В-третьих, если кто-то уж очень дотошный из россиян и решит добраться до «самого Маркса» и откроет переводы его работ, чтобы их действительно прочесть, то и там он самого Маркса может не найти.

Оказывается, нельзя доверять тем переводам текстов Маркса, которые имеются на сегодняшний день на русском языке. Дело в том, что философия Маркса является по своему существу философско-антропологической, что обнаруживает себя не только в соответствующей терминологии, непосредственно используемой Марксом (отчуждение, бесчеловечность, обесчеловечивание, страдание), но и в экзистенциальных коннотациях вполне обычных терминов (общение, труд / работа, ценность, потребление), большинство из которых в советской версии марксизма было истолковано в производственно-техническом смысле, в то время как у самого основоположника они носят экзистенциальный характер. Однако эти экзистенциальные коннотации большей частью теряются при неверном переводе некоторых терминов, используемых Марксом, исчезают очень важные семантические оттенки слов, без учета которых адекватно понять мысль Маркса не представляется возможным. Экономически же ориентированные переводы, которые имеются ныне в русском варианте, по сути дела, искажают мысль Маркса, превращая его в «философа фабрики», «философа грубого коммунизма», сторонника всеобщей трудовой повинности, в то время как сам Маркс говорил о необходимости Aufhebung der Arbeit, снятии труда. Впрочем, здесь всё же следует отметить, что многие термины Маркса не имеют однозначного перевода и идеология здесь не причем. Об этом тоже не следует забывать.

В предлагаемой статье мы покажем то, каким образом кардинально извращается и даже обесчеловечивается философская мысль Маркса в переводах его философских терминов, которые у него выполняют экзистенциальную функцию, несут жизненно-эмоциональные коннотации, но в русских переводах, большей частью носящих экономико-производственный оттенок, эту функцию теряют и превращаются в сухие, безжизненные и бездушные технические термины. Все эти важнейшие философские коннотации настолько существенны для понимания подлинного Маркса, что за голову хватаешься, когда читаешь русские переводы. И в голове постоянно крутится вопрос: так какого же Маркса мы читаем?

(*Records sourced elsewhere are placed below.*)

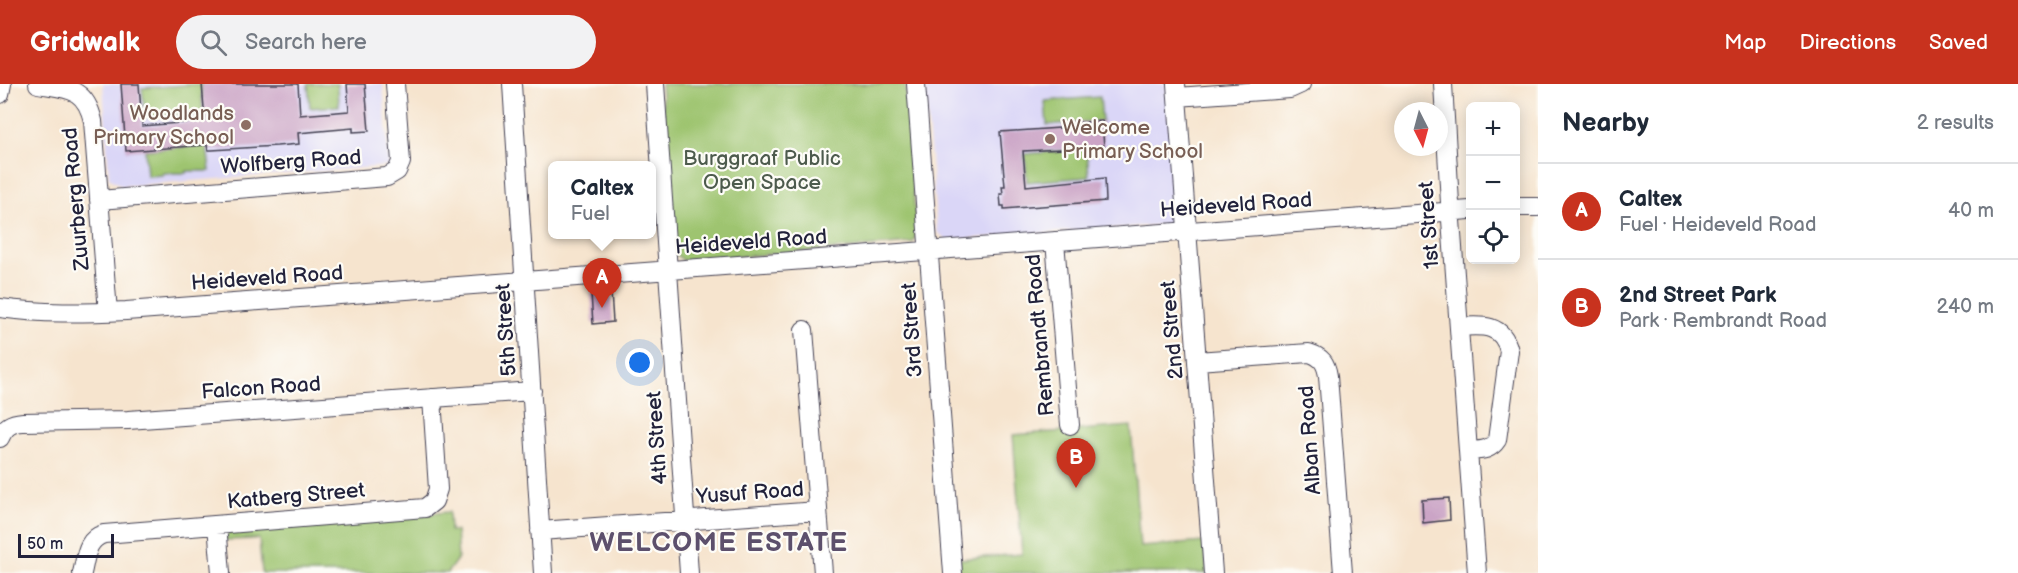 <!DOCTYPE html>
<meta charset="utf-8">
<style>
body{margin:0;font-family:"Balsamiq Sans",sans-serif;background:#f2f2f3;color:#1f2937}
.controls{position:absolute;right:18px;top:18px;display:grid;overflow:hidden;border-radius:9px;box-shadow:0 3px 15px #0003}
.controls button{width:54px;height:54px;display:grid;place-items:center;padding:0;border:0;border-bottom:2px solid #e0e1e3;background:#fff;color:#1f2937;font:30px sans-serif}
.compass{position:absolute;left:1394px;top:18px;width:54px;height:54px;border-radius:50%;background:#fff;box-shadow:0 3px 15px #0003;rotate:174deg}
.scale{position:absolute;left:18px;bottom:15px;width:96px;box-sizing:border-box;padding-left:6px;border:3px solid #22223b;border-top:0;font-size:16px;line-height:21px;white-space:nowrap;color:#22223b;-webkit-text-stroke:4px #fdfcf7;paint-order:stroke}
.you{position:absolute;left:640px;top:279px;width:21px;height:21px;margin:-15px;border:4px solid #fff;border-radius:50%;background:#1a73e8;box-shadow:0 0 0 9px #1a73e833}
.badge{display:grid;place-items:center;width:39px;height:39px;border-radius:50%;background:#c8321e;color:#fff;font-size:20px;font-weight:700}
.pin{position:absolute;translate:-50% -50px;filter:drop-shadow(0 2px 3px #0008)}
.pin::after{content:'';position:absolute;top:32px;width:21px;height:18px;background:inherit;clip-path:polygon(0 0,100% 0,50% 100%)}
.popup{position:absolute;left:548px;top:77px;width:108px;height:78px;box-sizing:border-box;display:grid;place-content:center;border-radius:9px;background:#fff;filter:drop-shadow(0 2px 4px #0005);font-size:20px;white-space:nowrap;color:#747a83}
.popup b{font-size:22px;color:#1f2937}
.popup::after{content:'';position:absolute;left:50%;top:100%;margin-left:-12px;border:12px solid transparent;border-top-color:#fff}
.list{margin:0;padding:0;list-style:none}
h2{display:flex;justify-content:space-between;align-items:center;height:78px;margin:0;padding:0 24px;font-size:26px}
h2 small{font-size:20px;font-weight:400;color:#747a83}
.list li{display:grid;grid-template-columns:39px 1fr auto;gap:18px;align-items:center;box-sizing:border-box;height:96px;padding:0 24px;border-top:2px solid #e0e1e3}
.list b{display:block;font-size:22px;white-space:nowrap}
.list p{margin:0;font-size:20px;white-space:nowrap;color:#747a83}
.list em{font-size:20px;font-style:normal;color:#747a83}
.icon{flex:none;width:33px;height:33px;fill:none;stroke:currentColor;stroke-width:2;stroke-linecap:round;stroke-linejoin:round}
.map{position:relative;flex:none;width:1538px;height:489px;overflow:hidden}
header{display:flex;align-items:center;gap:36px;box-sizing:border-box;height:84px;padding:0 30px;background:#c8321e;color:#fff}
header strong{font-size:28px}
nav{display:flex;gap:33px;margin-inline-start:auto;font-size:21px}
.search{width:420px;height:54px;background:#f2f2f3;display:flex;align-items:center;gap:15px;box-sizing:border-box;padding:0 21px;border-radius:33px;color:#747a83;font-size:22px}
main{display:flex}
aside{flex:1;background:#fff}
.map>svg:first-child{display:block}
.built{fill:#dad6f7}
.green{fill:#9ec46f;stroke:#607355;stroke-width:1.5}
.building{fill:#cba4c6}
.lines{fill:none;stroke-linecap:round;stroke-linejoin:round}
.minor-casing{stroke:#423f51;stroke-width:20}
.minor{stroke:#fff;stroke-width:18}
.education-dot{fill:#8d6e63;stroke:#fdfcf7;stroke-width:2}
.labels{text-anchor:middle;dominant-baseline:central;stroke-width:4.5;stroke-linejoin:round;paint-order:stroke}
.education-label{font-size:21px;fill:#785e54;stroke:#fdfcf7;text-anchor:end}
.park-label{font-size:21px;fill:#4d5b4d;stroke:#fdfcf7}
.street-label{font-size:21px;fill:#22223b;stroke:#fdfcf7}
.district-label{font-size:27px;font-weight:bold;letter-spacing:1.5px;fill:#5d506c;stroke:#fdfcf7}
</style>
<header>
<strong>Gridwalk</strong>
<div class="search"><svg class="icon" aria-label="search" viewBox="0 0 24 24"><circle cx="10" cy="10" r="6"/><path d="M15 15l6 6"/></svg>Search here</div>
<nav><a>Map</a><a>Directions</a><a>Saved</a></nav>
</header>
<main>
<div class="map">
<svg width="1538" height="489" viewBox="0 0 1538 489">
<rect width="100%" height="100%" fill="#fdfcf7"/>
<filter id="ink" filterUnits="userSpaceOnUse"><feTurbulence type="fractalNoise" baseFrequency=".0167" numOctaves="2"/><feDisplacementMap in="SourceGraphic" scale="12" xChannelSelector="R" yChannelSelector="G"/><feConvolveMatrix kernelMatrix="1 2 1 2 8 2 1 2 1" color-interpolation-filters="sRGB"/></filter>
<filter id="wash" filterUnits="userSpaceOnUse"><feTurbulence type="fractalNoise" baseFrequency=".008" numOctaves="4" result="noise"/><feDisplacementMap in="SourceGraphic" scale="24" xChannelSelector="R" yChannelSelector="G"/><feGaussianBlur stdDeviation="1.35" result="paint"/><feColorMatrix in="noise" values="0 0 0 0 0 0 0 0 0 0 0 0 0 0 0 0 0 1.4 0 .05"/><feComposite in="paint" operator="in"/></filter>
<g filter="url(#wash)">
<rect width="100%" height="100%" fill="#f6e4ce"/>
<path class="built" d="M103 0H383L389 82 122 102 109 94Z
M925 0H1166L1177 130 1169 140 947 156 937 148Z"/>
<path class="green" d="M201 0 203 29 145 33 142 4Z
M308 0H338L339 22 310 24Z
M661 0H905L916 142 915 156 912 159 684 177 675 170Z
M1100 13 1102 37 1047 41 1045 17Z
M207 61 210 87H187V89H163V91L147 92 145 66Z
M1087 65 1089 93 1027 98 1025 70Z
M1131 342 1140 463 1204 458 1207 489H960L959 475 1022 470 1013 351Z
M449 428 450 447H456L458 474 447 489H262L259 455 224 456 228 449 236 445Z"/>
<g id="blocks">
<path class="building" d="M121 0H139L142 42 205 37 202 0H298L300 31 349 27 347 0H365L369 47 353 48V44L298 49 299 60 277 62 212 66H208L207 61 126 67Z
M1102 37 1104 63 1023 67 1026 102 1105 94 1106 117 1004 125V122H1001L1000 110H1003L1002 102H1005L1000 48 1074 43 1073 39Z
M611 208 613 238 593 240 591 209Z
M1449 414 1450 436 1423 439 1422 416Z"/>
</g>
</g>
<g filter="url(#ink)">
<use href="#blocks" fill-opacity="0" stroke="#423f51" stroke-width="1.5"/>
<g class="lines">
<defs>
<path id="minor" d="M38 0C68 5 85 3 93 37L108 228
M512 0 543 489
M655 0 689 489
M916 0 953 489
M1176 0 1213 489
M1443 0 1451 136 1477 489
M0 10 2 0
M1177 13 1290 5 1301 0
M99 116 387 93 397 87 401 78 395 0
M1516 123H1538
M1055 157 1070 341
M0 224C42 230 84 229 126 227L1470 126
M1459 243C1483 241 1503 240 1509 267L1497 356C1490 367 1480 366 1468 367
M804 246 823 489
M1197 277 1309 269C1322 273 1326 279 1328 292L1343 489
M0 354C5 342 11 339 23 338L128 336 532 307
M217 441 221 489
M540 447 818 427
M82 489C86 473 86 455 104 450L425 424 434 417 438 405 432 314"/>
</defs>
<use href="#minor" class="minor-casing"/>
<use href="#minor" class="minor"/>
</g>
</g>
<g class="education-dot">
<circle cx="246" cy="41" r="6"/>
<circle cx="1050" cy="55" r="6"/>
</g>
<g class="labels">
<g class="education-label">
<text x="234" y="29">Woodlands<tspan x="234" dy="24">Primary School</tspan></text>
<text x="1062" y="43" text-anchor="start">Welcome<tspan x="1062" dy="24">Primary School</tspan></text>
</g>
<g class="park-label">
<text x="762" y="74">Burggraaf Public<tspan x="762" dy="24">Open Space</tspan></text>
</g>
<g class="street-label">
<text transform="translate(291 78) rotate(-4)">Wolfberg Road</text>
<text transform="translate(76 115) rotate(-95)">Zuurberg Road</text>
<text transform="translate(1236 121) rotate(-4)">Heideveld Road</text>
<text transform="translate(1429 141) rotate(-94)">1st Street</text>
<text transform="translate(751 158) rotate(-4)">Heideveld Road</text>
<text transform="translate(267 194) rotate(-4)">Heideveld Road</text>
<text transform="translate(506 246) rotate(-94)">5th Street</text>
<text transform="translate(912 246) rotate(-94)">3rd Street</text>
<text transform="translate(1172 246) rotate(-95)">2nd Street</text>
<text transform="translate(1040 251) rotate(-95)">Rembrandt Road</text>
<text transform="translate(261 304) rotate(-4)">Falcon Road</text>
<text transform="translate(657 354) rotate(-94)">4th Street</text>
<text transform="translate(1310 356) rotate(-94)">Alban Road</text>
<text transform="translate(750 409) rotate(-4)">Yusuf Road</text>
<text transform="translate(296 412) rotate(-5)">Katberg Street</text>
</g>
<g class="district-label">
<text x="719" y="459">WELCOME ESTATE</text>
</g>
</g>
</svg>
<div class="controls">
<button>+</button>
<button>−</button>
<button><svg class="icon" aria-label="locate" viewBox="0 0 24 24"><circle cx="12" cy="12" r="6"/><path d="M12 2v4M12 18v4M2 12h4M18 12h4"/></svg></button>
</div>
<svg class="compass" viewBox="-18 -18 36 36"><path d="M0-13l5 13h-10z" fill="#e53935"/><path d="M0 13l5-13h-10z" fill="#747a83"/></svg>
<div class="scale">50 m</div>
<div class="you"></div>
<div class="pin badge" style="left:602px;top:224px">A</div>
<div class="popup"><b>Caltex</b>Fuel</div>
<div class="pin badge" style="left:1076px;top:404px">B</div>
</div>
<aside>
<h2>Nearby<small>2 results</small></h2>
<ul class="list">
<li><span class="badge">A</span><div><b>Caltex</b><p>Fuel · Heideveld Road</p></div><em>40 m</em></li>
<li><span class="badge">B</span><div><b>2nd Street Park</b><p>Park · Rembrandt Road</p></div><em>240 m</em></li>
</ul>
</aside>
</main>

Подлинная и неподлинная деятельность

К сожалению, в самых широких народных массах нашей страны философия Маркса понимается как некая «философия фабрики», «метафизика всеобщей трудовой повинности», в рамках которой действует категорический императив «кто не работает — тот не ест». Связано это, конечно же, с тем, что, во-первых, именно так интерпретированный марксизм преподавали в советской школе и преподают по сей день, поэтому другого Маркса люди просто-напросто не знают; во-вторых, основные свои работы Маркс посвятил социально-экономическому анализу капитализма, и производственный фактор у него, безусловно, часто выдвигается на передний план, особенно в его учении о производительных силах и производственных отношениях в структуре способа производства.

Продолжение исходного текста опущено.